Leave No Trace is a very rare film that manages to be dramatic without much conflict. There’s no antagonist, just a man and his daughter eager to live together, but who can’t agree on the best way to make that happen. “The same thing that’s wrong with you isn’t wrong with me” is heartbreaking line delivered with no animus, just honesty and love. I’m getting choked up just writing that, and thinking about the lines “Where’s your home?” “With my dad.”

Others include the uplifting and whimsical Saturday Church, the deeply weird and disturbing Madeline’s Madeline, the inventive and thought provoking Every Day, the best John Hughes film of 2018 Love, Simon, and yes, even the hilarious Blockers. Another John Cena comedy triumph!

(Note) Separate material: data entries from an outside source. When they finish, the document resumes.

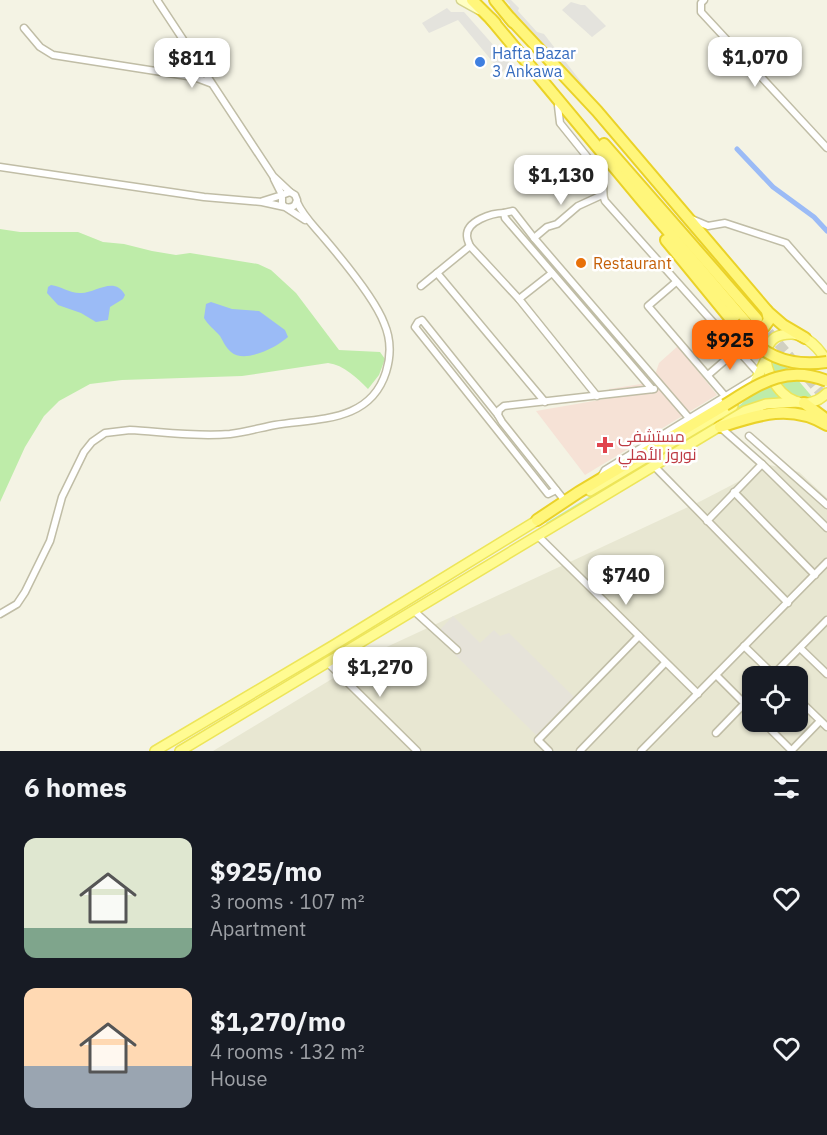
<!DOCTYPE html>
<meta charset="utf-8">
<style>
body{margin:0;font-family:"IBM Plex Sans",Cairo,sans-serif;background:#242831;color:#f1f3f6;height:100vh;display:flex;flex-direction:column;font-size:22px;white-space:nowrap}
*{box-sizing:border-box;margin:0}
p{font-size:20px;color:#9ea1a6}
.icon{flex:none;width:33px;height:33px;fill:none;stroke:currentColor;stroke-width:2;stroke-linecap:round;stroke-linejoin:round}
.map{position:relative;height:751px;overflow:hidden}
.sheet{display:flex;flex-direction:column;background:#171b24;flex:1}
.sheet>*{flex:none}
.tools{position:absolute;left:742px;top:666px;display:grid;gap:12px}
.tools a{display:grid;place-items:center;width:66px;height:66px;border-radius:12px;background:#171b24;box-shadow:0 2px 4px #0004;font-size:30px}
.price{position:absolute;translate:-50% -51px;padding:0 14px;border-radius:12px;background:#fff;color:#222;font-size:20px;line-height:39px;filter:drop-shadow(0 2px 3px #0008)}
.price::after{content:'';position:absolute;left:50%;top:36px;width:18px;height:14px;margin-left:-9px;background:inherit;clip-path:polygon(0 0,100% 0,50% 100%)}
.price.on{background:#ff6e10;color:#111}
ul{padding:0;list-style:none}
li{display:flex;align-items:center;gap:18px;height:150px;padding:0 24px}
li span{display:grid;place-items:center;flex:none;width:168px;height:120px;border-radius:12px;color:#555}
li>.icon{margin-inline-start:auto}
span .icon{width:72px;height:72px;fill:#fffc;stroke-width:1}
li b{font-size:26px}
h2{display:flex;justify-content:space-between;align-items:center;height:72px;padding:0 24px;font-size:26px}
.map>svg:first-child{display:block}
.residential{fill:#e8e7d2;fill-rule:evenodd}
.industrial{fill:#e6e3d9}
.medical{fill:#f6e2d6}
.green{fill:#beeca9}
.parking{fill:#e4e3dd}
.water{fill:#9bbbf6}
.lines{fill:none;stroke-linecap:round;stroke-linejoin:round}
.canal{stroke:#9bbbf6;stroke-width:5}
.trunk-tunnel{stroke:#d1d0c1;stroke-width:10;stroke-dasharray:10 5;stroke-linecap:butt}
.minor-casing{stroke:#c0bda6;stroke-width:9}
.secondary-casing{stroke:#d4d38e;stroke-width:11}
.primary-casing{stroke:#ede559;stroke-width:12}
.trunk-casing{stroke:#ead228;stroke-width:14}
.minor{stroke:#fff;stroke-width:6}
.secondary{stroke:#ffffc3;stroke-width:8}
.primary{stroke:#fffb92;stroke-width:9}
.trunk{stroke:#fff67b;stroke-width:10}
.trunk-bridge-casing{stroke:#ead228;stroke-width:14;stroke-linecap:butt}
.trunk-bridge{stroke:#fff67b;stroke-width:10}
.shop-dot{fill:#3f7fe0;stroke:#fff;stroke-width:2}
.food-dot{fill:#e8710a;stroke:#fff;stroke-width:2}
.health-dot{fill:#e0444e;stroke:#fff;stroke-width:2}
.labels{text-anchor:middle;stroke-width:5;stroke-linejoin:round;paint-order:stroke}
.shop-label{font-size:16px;fill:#366cbe;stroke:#fff;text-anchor:start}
.food-label{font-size:16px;fill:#c56008;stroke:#fff;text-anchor:start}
.health-label{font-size:16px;fill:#be3a42;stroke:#fff;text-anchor:start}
</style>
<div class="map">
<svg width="827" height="751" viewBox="0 0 827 751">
<rect width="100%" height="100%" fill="#f4f3e4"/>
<path class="residential" d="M770,465L799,472L827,498V751H213L378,651L701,501ZM753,676H798V722H753Z"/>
<path class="industrial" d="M453,616L480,643L494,630L500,636L509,633L574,697L536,735L435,635Z"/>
<path class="medical" d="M678,346L717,395L585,475L536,411L611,398L609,389L641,384L655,375L659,363Z"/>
<g class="green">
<path d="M0,229L20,232H78L103,242L124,244L152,251L176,255L190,253L258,264L271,270L296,293L339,350L380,352L385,359L379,375L368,389C357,378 344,365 328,363L242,376L122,380L90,384L59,401L44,416L25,447L0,502Z"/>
<path d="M770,347L814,399C810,399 804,400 799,398C783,393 762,364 770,347Z"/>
<path d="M763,372L772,388L787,400H777L547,526L546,523L740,405L754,392Z"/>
</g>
<g class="parking">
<path d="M505,0H511L519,8L518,11L537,32L544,34L599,105L597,107L555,57L531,38L507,11L510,5Z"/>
<path d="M571,2L581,5H585L606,26L592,37L562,10Z"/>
<path d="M447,8L451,12H464L510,64L502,73L458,20L429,33L422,23Z"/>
</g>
<g class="water">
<path d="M51,285C61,286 69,293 80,293C95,294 114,275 125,295L123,299L110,307L108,320L96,322L81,313L58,305L47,293L48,287Z"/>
<path d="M211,302L232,309L259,311L285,330L288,337C277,347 245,364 231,352C226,348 223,341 220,336C215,330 208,325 204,318L206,304Z"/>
</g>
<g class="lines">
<path class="canal" d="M737,149L773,187L814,217L827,231"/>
<path class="trunk-tunnel" d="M759,321L827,400"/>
<g class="minor-casing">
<g id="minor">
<path d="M157,0L273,176L290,192"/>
<path d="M704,0L701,3V12L827,148"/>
<path d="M24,28L40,47L53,55L194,77L210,83"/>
<path d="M180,74H184L191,68L192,56"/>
<path d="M558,106L560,123L601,174C606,184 601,192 605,201L760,375L605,470L601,477"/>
<path d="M0,167L204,197L262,202L285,207C289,208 292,208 295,205L297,200L295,195L290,192L282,195V204L285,207L305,220"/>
<path d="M263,201L282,195L274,179"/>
<path d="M689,218L708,226L725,223L786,243L827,290"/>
<path d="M534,238L547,227L557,224L578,206L602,195"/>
<path d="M470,246C469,243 467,240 467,236C466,221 492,213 504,213"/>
<path d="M437,273L545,402"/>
<path d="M676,282L648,306L725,396"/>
<path d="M421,286L470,246L519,299L597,396"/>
<path d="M519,299L552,273"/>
<path d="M708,375L737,350"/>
<path d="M652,389L505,218L504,213L513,211L534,238L689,418"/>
<path d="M498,415L422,320L418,322L415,327L548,494L556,490"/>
<path d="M720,427L762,464L827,528"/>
<path d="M749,436L827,505"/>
<path d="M654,466L788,603"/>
<path d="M734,492L815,575"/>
<path d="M565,501L502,422L498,415L499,410L504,406L654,389"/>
<path d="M707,521L762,464"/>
<path d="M538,536L698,694"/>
<path d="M413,610L457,650"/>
<path d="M0,614L17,604L25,592L50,541L62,497L84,452L92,442L105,433L130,430C163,432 198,437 230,434C245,432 260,428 275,425C317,418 370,423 386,372C391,356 391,339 384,323C375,299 341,258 324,238C314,226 303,216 297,202"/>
<path d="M744,646L775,676"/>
<path d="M800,648L827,674"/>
<path d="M327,662L417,751"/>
<path d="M716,675L753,712"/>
<path d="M773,675L827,620"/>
<path d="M798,699L827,727"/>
<path d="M763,722L792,751"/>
<path d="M716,733L745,703"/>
<path d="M792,750L820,721"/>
<path d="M549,751L538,740L639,636"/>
<path d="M580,751L665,663"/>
<path d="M641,751L827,562"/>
</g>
</g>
<g class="secondary-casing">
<path id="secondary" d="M461,0L479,10"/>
</g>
<g class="primary-casing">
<g id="primary">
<path d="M827,362C820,349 807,335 792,334C735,332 784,435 827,393"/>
<path d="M752,389L765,361"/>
<path d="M590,491L733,406"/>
<path d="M155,751L334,645L541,518"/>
<path d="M180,751L745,411L766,404L798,402"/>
</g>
</g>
<g class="trunk-casing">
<g id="trunk">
<path d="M472,0L495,23"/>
<path d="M495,0L513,22"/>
<path d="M510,18L597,111L768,312L783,325L805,338"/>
<path d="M491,19L644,203L750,327L762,351"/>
<path d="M604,144L757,319"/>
<path d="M666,240L734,323"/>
<path d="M749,325L756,329L764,327L769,320L767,311"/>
<path d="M804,403L823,417"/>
<path d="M720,427C757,415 791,403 827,425"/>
<path d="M537,520L579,492L725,405"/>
</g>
</g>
<use href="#minor" class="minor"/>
<use href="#secondary" class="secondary"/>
<use href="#primary" class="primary"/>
<use href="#trunk" class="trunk"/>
<g class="trunk-bridge-casing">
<g id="trunk-bridge">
<path d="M734,323C760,354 786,368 827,362"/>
<path d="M725,405C759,384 786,364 827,381"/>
</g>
</g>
<use href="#trunk-bridge" class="trunk-bridge"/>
</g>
<circle class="shop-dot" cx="480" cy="62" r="6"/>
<circle class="food-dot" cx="581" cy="263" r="6"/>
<path class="health-dot" d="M602 436h6v6h6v6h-6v6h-6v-6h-6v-6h6z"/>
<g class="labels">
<g class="shop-label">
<text x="492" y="59">Hafta Bazar<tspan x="492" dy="18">3 Ankawa</tspan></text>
</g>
<g class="food-label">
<text x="593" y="269">Restaurant</text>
</g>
<g class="health-label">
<text x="618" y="442">مستشفى<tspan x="618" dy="18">نوروز الأهلي</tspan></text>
</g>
</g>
</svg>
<div class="tools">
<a><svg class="icon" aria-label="locate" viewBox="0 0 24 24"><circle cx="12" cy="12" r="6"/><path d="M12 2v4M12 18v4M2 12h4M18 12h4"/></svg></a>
</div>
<b class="price" style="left:755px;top:88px">$1,070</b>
<b class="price" style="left:192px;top:89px">$811</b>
<b class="price" style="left:561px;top:206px">$1,130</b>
<b class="price on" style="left:730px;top:371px">$925</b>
<b class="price" style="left:626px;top:606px">$740</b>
<b class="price" style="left:380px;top:698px">$1,270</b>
</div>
<section class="sheet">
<h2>6 homes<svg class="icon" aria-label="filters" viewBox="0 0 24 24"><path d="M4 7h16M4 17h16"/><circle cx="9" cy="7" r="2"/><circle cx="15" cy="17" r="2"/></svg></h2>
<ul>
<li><span style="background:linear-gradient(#dfe7d0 75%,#7fa58c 0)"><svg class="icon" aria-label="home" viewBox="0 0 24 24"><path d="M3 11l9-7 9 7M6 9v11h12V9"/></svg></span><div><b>$925/mo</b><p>3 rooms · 107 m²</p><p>Apartment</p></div><svg class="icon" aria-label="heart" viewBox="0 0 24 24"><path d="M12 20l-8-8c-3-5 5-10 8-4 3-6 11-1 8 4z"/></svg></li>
<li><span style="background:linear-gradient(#ffd9b3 65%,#9aa5b1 0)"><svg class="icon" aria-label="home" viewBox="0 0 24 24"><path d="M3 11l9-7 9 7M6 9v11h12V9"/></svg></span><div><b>$1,270/mo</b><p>4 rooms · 132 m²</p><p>House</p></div><svg class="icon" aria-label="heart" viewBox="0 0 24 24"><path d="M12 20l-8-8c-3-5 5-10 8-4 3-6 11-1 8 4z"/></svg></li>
</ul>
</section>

Best Robert Altman film of 2018

Orson Welles’ The Other Side of the Wind. There’s probably enough leftover footage from that 6 year project to create another movie entirely. It is two movies — a parody of European art films, and a cinema verite treatment of the wrap party. Be sure to watch the companion film They’ll Love Me When I’m Dead, and try to imagine Rich Little as the star of an Orson Welles film.

Never, Nope, Not Gonna Happen

Free Solo is the best reviewed documentary this year, but I’d die from dehydration if I tried to watch it, hands sweating, soaking my seat.

I hate skateboarders. It’s flat-out bigotry, but I make no apologies. I hate skateboarding culture, and I hate movies about skateboarders. So I missed Minding the Gap, one of the best reviewed films of the year. I also missed Jonah Hill’s Mid90s, which wasn’t. No regrets. If you’ve seen either of these and want to convince me otherwise, I’m willing to listen.

Sources

Once again, I want to thank Metacritic’s compilation of films that appear in every critic’s Top Ten list. of films that appear in every critic’s Top Ten list. Minding the Gap and Paddington 2 are the only films in the 30 most cited film list that I haven’t seen. And I probably have a date with Paddington very soon.

Now go forth, and read other, lesser film commentary.